Interestingly, the inferred GRN showed a relatively high number of stimuli-to-gene edges in the case of TGF- β and PDGF-D (9 each) and a lower number of such edges for TNF- α and IL-1 β (5 and 3, respectively). In addition, 6/9 of the TGF- β-to-gene edges were confirmed by literature, whereas only 1 PDGF-D-to-gene edge was validated by literature, underlining the novelty of pathogenetic PDGF-D effects in RA ([21]; present model). The relative preference of stimuli-to-gene edges for TGF- β and PDGF-D is likely caused by the overrepresentation of DEGs for PDGF-D (see Table 3) and the exclusive use of the most significant GO term ‘cartilage development’ for network inference (see Table 4).
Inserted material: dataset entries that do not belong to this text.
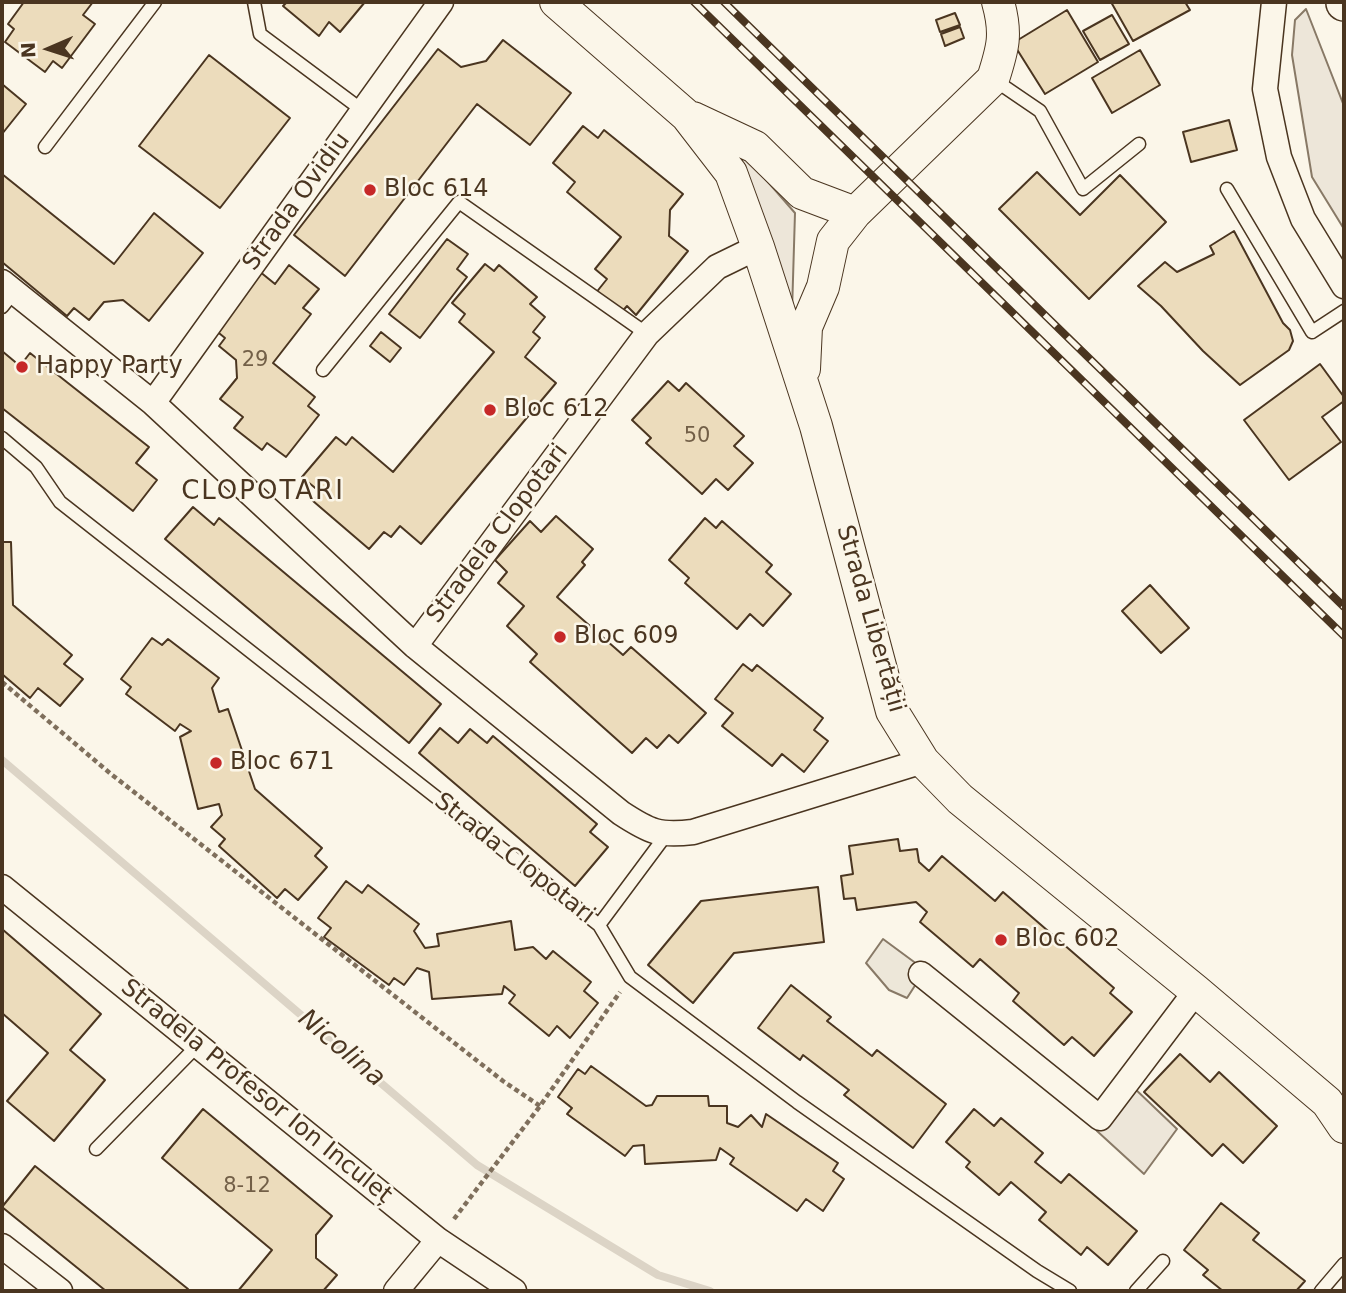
<!DOCTYPE html>
<html>
<head>
<meta charset="utf-8">
<style>
	body { margin:0 }
	#map { position:relative; width:1346px; height:1293px; overflow:hidden; background:#fbf6e9; font-family:"DejaVu Sans",sans-serif }
	canvas { display:block }
	.frame { position:absolute; inset:0; border:4px solid #4a3520; pointer-events:none }
	.north { position:absolute; left:14px; top:14px; width:70px; height:70px; -webkit-text-stroke:5px #fbf6e9; paint-order:stroke; rotate:267deg; font-size:19px; font-weight:700; line-height:28px; text-align:center; color:#4a3520 }
	.north::after { content:''; display:block; margin:auto; width:24px; height:32px; background:#4a3520; clip-path:polygon(50% 0,100% 100%,50% 72%,0 100%) }
</style>
</head>
<body>
<div id="map">
<canvas width="1346" height="1293"></canvas>
<div class="frame"></div>
<div class="north">N</div>
</div>
<script>
const g = document.querySelector('canvas').getContext('2d');
g.lineJoin = 'round';
function fill(path, color) { g.fillStyle = color; g.fill(path, 'evenodd'); }
function trace(path, color, width, dash) { g.strokeStyle = color; g.lineWidth = width; g.lineCap = dash ? 'butt' : 'round'; g.setLineDash(dash || []); g.stroke(path); }
function drawText(font, color, halo, rows, align = 'center') {
  g.font = font + ' "DejaVu Sans",sans-serif'; g.lineWidth = 5; g.setLineDash([]); g.textBaseline = 'middle'; g.strokeStyle = halo; g.fillStyle = color; for (const [text, x, y, turn = 0] of rows) {
    g.save(); g.translate(x, y); g.rotate((+turn || 0) * Math.PI / 180); g.textAlign = isNaN(turn) ? turn : align; if (halo) g.strokeText(text, 0, 0); g.fillText(text, 0, 0); g.restore();
  }
}
const green = new Path2D(`
	M1306 9 1344 106V229L1312 177 1292 55 1295 20Z
	M734 143 795 213 792 312 784 311Z
	M1132 1086 1177 1129 1144 1174 1097 1131Z`);
fill(green, '#ede6d9');
trace(green, '#887966', 2);
const parking = new Path2D(`
	M883 939 925 970 907 998 889 990 866 963Z`);
fill(parking, '#ede7d9');
trace(parking, '#887966', 2);
trace(new Path2D(`
	M2 760 477 1165 658 1275 710 1291`), '#dcd4c6', 8);
const building = new Path2D(`
	M24 2H93L83 15 95 24 62 68 53 61 45 72 5 42 14 29 8 24Z
	M287 2H365L340 32 329 22 319 36 283 6Z
	M1111 2H1185L1190 10 1133 41Z
	M1067 10 1098 62 1045 94 1013 43Z
	M955 13 960 25 940 32 936 20Z
	M1112 15 1129 44 1100 60 1083 31Z
	M960 27 964 38 945 46 941 34Z
	M503 40 571 93 530 145 477 104 345 276 294 235 438 49 461 67 486 61Z
	M1140 50 1160 85 1112 113 1092 78Z
	M209 55 290 118 220 208 139 146Z
	M2 84 26 104 2 134Z
	M1229 120 1237 150 1191 162 1183 132Z
	M583 126 598 138 604 130 683 194 670 210 669 236 688 251 636 315 627 306 620 314 595 294 607 279 595 269 621 237 567 192 575 182 553 163Z
	M1037 172 1080 215 1120 175 1166 222 1089 299 999 209Z
	M2 174 114 264 154 213 203 253 149 321 123 300 104 302 89 320 74 308 67 316 2 262Z
	M1234 231 1283 323 1290 330 1293 341 1289 350 1240 385 1203 351 1161 306 1138 286 1165 262 1177 272 1214 254 1210 246Z
	M447 239 468 254 457 269 467 277 420 338 389 314Z
	M485 264 494 271 499 265 537 297 530 304 545 317 533 332 540 338 525 357 556 383 421 544 400 526 391 537 384 532 369 549 313 501 320 492 302 477 336 437 346 445 352 437 393 472 494 352 459 322 465 314 452 303Z
	M289 265 319 289 303 308 311 314 273 363 315 397 308 406 319 415 286 457 267 443 262 450 234 428 243 417 220 399 237 378 236 360 219 346 225 338 214 329 259 271 275 284Z
	M381 332 401 348 390 362 370 346Z
	M2 351 20 366 30 353 149 447 136 463 157 480 133 511 2 408Z
	M1320 364 1344 397V401L1322 417 1341 442 1289 480 1244 420Z
	M668 381 679 391 686 383 744 436 734 446 753 463 728 490 716 479 702 494 646 443 651 438 632 420Z
	M193 507 214 525 219 518 441 704 409 743 165 539Z
	M556 516 593 549 582 562 585 565 557 597 623 655 631 647 706 713 678 743 669 735 657 748 646 738 632 753 530 662 537 654 507 626 524 606 498 583 507 572 495 560 530 521 541 532Z
	M705 518 716 528 722 521 772 565 766 572 791 594 763 626 750 614 737 629 685 583 689 578 669 560Z
	M2 530 3 542H11L13 605 72 655 64 664 83 679 60 706 38 688 30 698 2 674Z
	M1150 585 1189 628 1161 653 1122 611Z
	M152 638 162 645 168 639 219 678 212 688 219 712 228 709 255 789 322 848 315 856 327 867 298 900 285 889 277 898 219 846 225 839 211 827 222 815 219 804 198 809 180 737 191 731 180 724 175 731 126 694 131 687 121 679Z
	M743 664 752 671 757 665 823 718 814 730 828 741 804 772 782 754 772 766 722 726 733 713 715 699Z
	M440 728 458 743 470 729 487 743 493 736 597 824 590 832 608 847 575 886 419 753Z
	M898 839 900 851 917 849 919 862 929 871 942 856 995 901 1003 892 1114 988 1110 993 1132 1012 1094 1056 1072 1037 1064 1045 1013 1001 1019 993 980 959 973 967 920 922 927 912 916 902 857 910 855 898 844 899 841 876 853 874 849 846Z
	M346 881 362 893 368 885 419 924 414 931 425 948 439 946 437 934 511 921 515 950 533 947 546 959 553 951 591 982 584 991 598 1003 570 1038 557 1026 549 1036 509 1003 515 995 504 986 502 994 432 999 429 972 417 968 404 985 394 978 389 985 324 937 331 928 318 918Z
	M818 887 824 942 734 953 693 1003 648 965 701 901Z
	M2 929 101 1014 70 1050 105 1080 54 1141 7 1101 48 1053 2 1013Z
	M791 985 831 1017 827 1021 872 1056 877 1050 946 1104 913 1148 844 1095 849 1090 803 1055 800 1060 758 1028Z
	M1180 1054 1210 1082 1219 1072 1277 1126 1243 1163 1223 1144 1212 1156 1144 1092Z
	M591 1066 646 1106 652 1105 657 1096H708L709 1106H727V1123L738 1127 751 1115 762 1127 766 1114 838 1163 833 1171 844 1179 823 1211 806 1199 797 1211 730 1164 734 1158 720 1148 716 1160 645 1164 644 1145 633 1146 625 1156 567 1114 572 1108 558 1097 578 1069 585 1074Z
	M203 1109 332 1216 316 1235V1258L337 1275 323 1291H238L272 1250 162 1158Z
	M974 1109 994 1126 1001 1118 1043 1153 1035 1162 1061 1183 1069 1174 1137 1231 1108 1265 1087 1247 1081 1255 1039 1220 1046 1212 1011 1182 999 1195 966 1167 970 1162 946 1142Z
	M35 1166 188 1289 187 1291H106L2 1207Z
	M1221 1203 1259 1233 1253 1240 1305 1281 1296 1291H1223L1203 1275 1208 1270 1184 1250Z`);
fill(building, '#ecdcbc');
trace(building, '#4a3520', 2);
const service = new Path2D(`
	M254 2 260 34 362 110
	M993 79 1040 111 1083 189 1139 144
	M45 147 155 2
	M1227 189 1312 332 1344 311
	M2 307 14 292
	M323 370 459 202 647 334
	M2 438 36 467 60 502 599 925 630 977 797 1102 1037 1271 1070 1291
	M599 925 666 835
	M96 1149 198 1045
	M1136 1291 1163 1261
	M1321 1291 1344 1264`);
const minor = new Path2D(`
	M1274 2 1265 89 1279 157 1303 219 1344 286
	M2 282 153 403 415 646 621 813C650 832 659 836 693 832L923 761
	M153 403 441 2
	M415 646 647 334 717 267 758 247
	M2 887 438 1240 514 1291
	M921 974 1100 1118 1196 991
	M2 1246 60 1291
	M396 1291 438 1240`);
const tertiary = new Path2D(`
	M556 2 687 116 731 173 758 247 816 426 892 711 923 761 960 799 1196 991 1327 1102 1344 1127
	M693 118 755 147 802 193 855 213
	M804 369 806 327 823 287 833 241 855 213 993 79C1003 48 1007 34 998 2`);
const secondary = new Path2D(`
	M1344 2V3`);
trace(service, '#4a3520', 15);
trace(minor, '#4a3520', 27);
trace(tertiary, '#4a3520', 34);
trace(secondary, '#4a3520', 38);
trace(new Path2D(`
	M2 682 111 774 503 1081 540 1106
	M454 1219 540 1106 620 992`), '#7f6f5c', 4.5, [5, 3.5]);
trace(service, '#fbf6e9', 12);
trace(minor, '#fbf6e9', 24);
trace(tertiary, '#fbf6e9', 32);
trace(secondary, '#fbf6e9', 35);
const rail = new Path2D(`
	M694 2 1344 636
	M724 2 1344 607`);
trace(rail, '#4a3520', 8);
trace(rail, '#fbf6e9', 5, [16]);
for (const [x, y, r, color] of [
	[370,190,7,"#c62828"],
	[22,367,7,"#c62828"],
	[490,410,7,"#c62828"],
	[560,637,7,"#c62828"],
	[216,763,7,"#c62828"],
	[1001,940,7,"#c62828"]
]) { const dot = new Path2D(); dot.arc(x, y, r, 0, 2 * Math.PI); g.fillStyle = color; g.fill(dot); trace(dot, '#fbf6e9', 2.5); }
drawText('21px', '#725f47', null, [
	["29",255,361],
	["50",697,437],
	["8-12",247,1187]
]);
drawText('24px', '#4a3520', '#fbf6e9', [
	["Bloc 614",384,190],
	["Happy Party",36,367],
	["Bloc 612",504,410],
	["Bloc 609",574,637],
	["Bloc 671",230,763],
	["Bloc 602",1015,940]
], 'left');
drawText('24px', '#4a3520', '#fbf6e9', [
	["Strada Ovidiu",297,202,-54],
	["Stradela Clopotari",498,534,-53],
	["Strada Libertății",870,619,74],
	["Strada Clopotari",514,859,38],
	["Stradela Profesor Ion Inculeț",256,1092,39]
]);
g.letterSpacing = '2px';
drawText('26px', '#4a3520', '#fbf6e9', [
	["CLOPOTARI",263,492]
]);
g.letterSpacing = '0px';
drawText('italic 26px', '#4a3520', '#fbf6e9', [
	["Nicolina",341,1049,40]
]);
</script>
</body>
</html>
Of the 8 non-confirmed, novel PDGF-D-to-gene edges, particularly WNT9A (stability score of 92/100; Figure 3) and possibly MSX1 (score of 86/100) would be the most attractive ‘key regulator’ targets for experimental validation.
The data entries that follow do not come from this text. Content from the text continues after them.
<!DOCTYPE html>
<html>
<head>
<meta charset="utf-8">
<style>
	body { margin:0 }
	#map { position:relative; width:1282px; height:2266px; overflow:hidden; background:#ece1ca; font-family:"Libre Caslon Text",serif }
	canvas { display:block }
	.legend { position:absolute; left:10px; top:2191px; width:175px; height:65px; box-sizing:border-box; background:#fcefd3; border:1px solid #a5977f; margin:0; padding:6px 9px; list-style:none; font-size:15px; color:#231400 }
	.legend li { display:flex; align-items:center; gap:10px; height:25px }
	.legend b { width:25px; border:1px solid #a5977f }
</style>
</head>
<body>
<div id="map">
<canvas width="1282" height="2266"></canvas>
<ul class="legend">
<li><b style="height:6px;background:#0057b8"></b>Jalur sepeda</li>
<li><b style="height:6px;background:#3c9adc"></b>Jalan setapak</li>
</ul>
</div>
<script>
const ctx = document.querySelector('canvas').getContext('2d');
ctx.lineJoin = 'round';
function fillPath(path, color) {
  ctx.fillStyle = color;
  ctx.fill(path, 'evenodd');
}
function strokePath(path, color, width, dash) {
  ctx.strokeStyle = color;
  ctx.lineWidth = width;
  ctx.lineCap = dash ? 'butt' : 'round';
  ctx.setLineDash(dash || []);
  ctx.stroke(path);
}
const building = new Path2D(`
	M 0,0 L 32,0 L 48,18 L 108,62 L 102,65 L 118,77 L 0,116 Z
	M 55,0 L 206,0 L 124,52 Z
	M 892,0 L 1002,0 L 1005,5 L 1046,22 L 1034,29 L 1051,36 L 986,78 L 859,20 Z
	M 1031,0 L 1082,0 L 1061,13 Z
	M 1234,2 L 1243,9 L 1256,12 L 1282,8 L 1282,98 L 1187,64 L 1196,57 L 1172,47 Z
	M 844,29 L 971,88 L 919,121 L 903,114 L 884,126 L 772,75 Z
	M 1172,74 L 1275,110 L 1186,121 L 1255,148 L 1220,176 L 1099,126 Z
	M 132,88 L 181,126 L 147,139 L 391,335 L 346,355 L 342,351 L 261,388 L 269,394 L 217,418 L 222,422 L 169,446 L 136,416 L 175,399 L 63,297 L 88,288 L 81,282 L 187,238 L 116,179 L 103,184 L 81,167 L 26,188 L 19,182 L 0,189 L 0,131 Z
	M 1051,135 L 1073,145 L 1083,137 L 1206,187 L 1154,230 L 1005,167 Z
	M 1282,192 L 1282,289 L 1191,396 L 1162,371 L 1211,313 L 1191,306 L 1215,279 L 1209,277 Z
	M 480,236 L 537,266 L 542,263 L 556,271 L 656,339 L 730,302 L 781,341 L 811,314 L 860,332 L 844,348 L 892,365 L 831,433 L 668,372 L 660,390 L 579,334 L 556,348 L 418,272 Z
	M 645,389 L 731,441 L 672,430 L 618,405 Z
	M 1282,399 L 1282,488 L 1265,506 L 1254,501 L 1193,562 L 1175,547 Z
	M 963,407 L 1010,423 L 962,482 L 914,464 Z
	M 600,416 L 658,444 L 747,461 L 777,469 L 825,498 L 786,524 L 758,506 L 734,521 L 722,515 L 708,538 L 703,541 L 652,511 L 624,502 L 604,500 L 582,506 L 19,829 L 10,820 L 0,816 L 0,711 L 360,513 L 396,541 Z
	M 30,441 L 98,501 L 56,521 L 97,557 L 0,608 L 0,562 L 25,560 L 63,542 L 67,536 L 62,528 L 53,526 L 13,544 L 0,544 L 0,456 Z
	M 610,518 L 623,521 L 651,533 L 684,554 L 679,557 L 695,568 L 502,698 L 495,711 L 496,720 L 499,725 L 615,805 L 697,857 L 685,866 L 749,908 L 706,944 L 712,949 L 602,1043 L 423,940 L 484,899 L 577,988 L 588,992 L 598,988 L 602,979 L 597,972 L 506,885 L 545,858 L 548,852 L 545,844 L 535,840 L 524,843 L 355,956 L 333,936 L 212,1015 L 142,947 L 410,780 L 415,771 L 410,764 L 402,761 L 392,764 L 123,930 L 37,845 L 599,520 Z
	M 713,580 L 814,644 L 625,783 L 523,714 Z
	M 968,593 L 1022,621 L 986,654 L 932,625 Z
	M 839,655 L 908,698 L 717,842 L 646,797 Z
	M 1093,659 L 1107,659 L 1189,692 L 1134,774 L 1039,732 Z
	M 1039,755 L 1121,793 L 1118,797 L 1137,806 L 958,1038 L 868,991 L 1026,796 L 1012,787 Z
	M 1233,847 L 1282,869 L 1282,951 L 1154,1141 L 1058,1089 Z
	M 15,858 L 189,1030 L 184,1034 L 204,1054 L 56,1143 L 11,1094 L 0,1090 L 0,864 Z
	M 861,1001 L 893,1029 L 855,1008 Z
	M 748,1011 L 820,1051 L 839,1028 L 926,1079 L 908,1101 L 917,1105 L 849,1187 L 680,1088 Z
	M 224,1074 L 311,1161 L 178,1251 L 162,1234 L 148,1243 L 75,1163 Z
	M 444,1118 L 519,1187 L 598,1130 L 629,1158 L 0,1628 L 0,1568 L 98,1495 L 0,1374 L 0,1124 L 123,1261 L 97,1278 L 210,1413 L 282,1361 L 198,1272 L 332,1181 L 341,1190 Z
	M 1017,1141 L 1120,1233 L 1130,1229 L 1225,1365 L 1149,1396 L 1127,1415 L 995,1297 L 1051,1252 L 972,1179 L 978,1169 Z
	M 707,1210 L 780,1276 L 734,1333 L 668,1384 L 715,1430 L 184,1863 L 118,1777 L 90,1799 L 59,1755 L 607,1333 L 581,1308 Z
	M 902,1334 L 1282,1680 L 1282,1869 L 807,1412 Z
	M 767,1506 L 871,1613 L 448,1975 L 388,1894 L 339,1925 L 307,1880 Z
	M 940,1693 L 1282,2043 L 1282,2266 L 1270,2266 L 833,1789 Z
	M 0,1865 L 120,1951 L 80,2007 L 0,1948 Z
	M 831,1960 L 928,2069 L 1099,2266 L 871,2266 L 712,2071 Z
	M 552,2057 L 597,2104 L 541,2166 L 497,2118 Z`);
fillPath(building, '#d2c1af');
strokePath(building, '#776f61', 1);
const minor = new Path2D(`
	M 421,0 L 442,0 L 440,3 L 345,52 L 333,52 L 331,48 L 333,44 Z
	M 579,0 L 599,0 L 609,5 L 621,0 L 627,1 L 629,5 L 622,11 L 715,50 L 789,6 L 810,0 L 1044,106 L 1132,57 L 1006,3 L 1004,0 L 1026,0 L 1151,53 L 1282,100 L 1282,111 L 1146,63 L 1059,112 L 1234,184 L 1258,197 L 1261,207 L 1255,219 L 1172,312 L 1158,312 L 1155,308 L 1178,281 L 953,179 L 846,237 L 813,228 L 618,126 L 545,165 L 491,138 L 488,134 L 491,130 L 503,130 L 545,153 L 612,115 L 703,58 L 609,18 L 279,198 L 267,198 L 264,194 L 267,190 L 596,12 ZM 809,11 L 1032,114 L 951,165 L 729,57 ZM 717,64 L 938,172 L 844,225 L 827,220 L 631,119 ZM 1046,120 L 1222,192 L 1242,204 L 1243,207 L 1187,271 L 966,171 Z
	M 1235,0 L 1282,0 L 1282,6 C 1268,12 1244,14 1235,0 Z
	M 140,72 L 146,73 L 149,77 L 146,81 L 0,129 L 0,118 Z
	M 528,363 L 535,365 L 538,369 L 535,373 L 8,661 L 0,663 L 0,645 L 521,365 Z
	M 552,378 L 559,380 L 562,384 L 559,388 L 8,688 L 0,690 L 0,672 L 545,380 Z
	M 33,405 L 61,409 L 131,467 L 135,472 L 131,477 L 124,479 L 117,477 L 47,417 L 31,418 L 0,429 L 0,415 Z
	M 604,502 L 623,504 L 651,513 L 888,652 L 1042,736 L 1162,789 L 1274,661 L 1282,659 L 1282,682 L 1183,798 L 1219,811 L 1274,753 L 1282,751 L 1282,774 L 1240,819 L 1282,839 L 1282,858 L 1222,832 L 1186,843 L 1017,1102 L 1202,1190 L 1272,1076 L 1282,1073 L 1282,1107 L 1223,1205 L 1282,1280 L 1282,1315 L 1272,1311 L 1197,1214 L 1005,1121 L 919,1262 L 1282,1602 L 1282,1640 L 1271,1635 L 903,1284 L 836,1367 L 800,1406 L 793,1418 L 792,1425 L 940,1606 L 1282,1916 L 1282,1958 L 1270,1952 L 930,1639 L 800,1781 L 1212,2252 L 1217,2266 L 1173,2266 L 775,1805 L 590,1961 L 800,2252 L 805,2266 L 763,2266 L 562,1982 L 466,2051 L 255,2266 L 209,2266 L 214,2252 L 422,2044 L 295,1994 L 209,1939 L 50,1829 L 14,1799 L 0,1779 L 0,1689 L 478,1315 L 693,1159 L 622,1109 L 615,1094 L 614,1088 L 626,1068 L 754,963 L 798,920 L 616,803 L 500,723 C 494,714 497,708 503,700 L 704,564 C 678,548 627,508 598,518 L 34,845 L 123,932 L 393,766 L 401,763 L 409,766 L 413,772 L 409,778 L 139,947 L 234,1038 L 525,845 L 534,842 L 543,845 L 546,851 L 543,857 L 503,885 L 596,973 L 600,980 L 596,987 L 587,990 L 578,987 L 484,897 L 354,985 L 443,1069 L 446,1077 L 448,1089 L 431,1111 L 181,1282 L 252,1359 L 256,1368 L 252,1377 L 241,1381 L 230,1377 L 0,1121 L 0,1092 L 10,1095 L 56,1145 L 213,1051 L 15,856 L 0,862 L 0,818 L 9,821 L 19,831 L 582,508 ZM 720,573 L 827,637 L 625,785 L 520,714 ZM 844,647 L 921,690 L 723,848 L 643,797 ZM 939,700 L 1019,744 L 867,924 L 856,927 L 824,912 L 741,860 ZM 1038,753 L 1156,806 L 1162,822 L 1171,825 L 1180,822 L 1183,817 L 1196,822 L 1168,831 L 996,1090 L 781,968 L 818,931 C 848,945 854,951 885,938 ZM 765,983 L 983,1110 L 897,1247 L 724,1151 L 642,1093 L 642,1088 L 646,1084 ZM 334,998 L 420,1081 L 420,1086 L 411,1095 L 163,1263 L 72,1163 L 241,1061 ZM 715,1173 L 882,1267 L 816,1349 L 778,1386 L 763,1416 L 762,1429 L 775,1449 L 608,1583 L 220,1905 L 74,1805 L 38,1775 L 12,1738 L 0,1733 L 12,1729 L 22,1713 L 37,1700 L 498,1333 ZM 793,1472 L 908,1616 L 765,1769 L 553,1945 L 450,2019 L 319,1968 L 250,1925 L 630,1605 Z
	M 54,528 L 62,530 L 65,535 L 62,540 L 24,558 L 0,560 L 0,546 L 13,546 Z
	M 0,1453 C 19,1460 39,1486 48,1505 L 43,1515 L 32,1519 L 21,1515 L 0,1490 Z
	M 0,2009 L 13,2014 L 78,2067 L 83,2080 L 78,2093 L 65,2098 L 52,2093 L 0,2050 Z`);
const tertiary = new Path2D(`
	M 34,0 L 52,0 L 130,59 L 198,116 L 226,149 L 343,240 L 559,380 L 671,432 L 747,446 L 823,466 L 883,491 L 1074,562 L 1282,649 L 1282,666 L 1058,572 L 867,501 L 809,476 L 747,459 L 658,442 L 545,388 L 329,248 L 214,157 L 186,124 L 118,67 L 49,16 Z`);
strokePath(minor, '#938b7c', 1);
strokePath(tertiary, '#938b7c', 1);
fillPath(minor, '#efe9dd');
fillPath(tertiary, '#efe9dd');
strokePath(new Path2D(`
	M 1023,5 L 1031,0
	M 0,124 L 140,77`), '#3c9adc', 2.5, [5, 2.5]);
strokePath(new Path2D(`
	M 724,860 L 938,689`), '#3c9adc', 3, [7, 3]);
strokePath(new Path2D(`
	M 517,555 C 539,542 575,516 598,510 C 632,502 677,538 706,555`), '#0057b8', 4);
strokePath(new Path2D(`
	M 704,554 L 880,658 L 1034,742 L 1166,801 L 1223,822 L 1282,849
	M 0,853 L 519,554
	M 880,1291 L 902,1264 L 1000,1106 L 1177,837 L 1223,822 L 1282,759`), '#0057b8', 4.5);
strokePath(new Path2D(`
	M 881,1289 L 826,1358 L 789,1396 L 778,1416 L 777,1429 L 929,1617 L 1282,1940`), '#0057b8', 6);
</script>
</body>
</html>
Among the genes emphasized in the above discussion for the structural features of the inferred model, WNT9A, PTHLH, FGF2, and FGF18 are secreted proteins involved in tissue development, especially formation of cartilage and bone [69, 72, 75]. In addition, PTHLH has been shown to mediate anti-proliferative effects and to induce the production of matrix-degrading enzymes [73], which may participate in cartilage and bone destruction [70]. Finally, FGF2 supports angiogenesis and inflammation in the synovial membrane [76]. Therefore, these factors may trigger the activation of RA-SFBs and other articular cell types such as chondrocytes or osteoblasts [20, 71, 74, 75, 78].

Conclusion

NetGenerator V2.0 was successfully applied to model a dynamic, medium-scale (24 genes and 4 stimuli), robust GRN of moderate complexity (57 edges). In addition, the predicted GRN showed a high reliability, since 10 predicted edges were independently validated by literature findings after completion of the inference process. Also, the model reflects known network motifs that are crucial for dynamic cellular behavior, such as cross-talk among pathways, positive feed-forward motifs, and positive feed-back loops. Finally, the model provides new insight into the response of pathogenetically relevant RA-SFBs to multiple stimuli implicated in the pathogenesis of RA, especially the ‘novel’ potent growth factor PDGF-D. In particular, transcription factors such as SMAD3, SNAI2, and GLI2 (induced by TGF- β), or RELA (induced by TNF- α and IL-1 β), as well as the secreted factors WNT5B (suppressed by TNF- α and IL-1 β, but induced by TGF- β), and WNT9A (induced by both TGF- β and PDGF-D) are examples of complex network interactions resulting from the present study and may indicate very attractive ‘key regulator’ targets for experimental validation and/or therapy.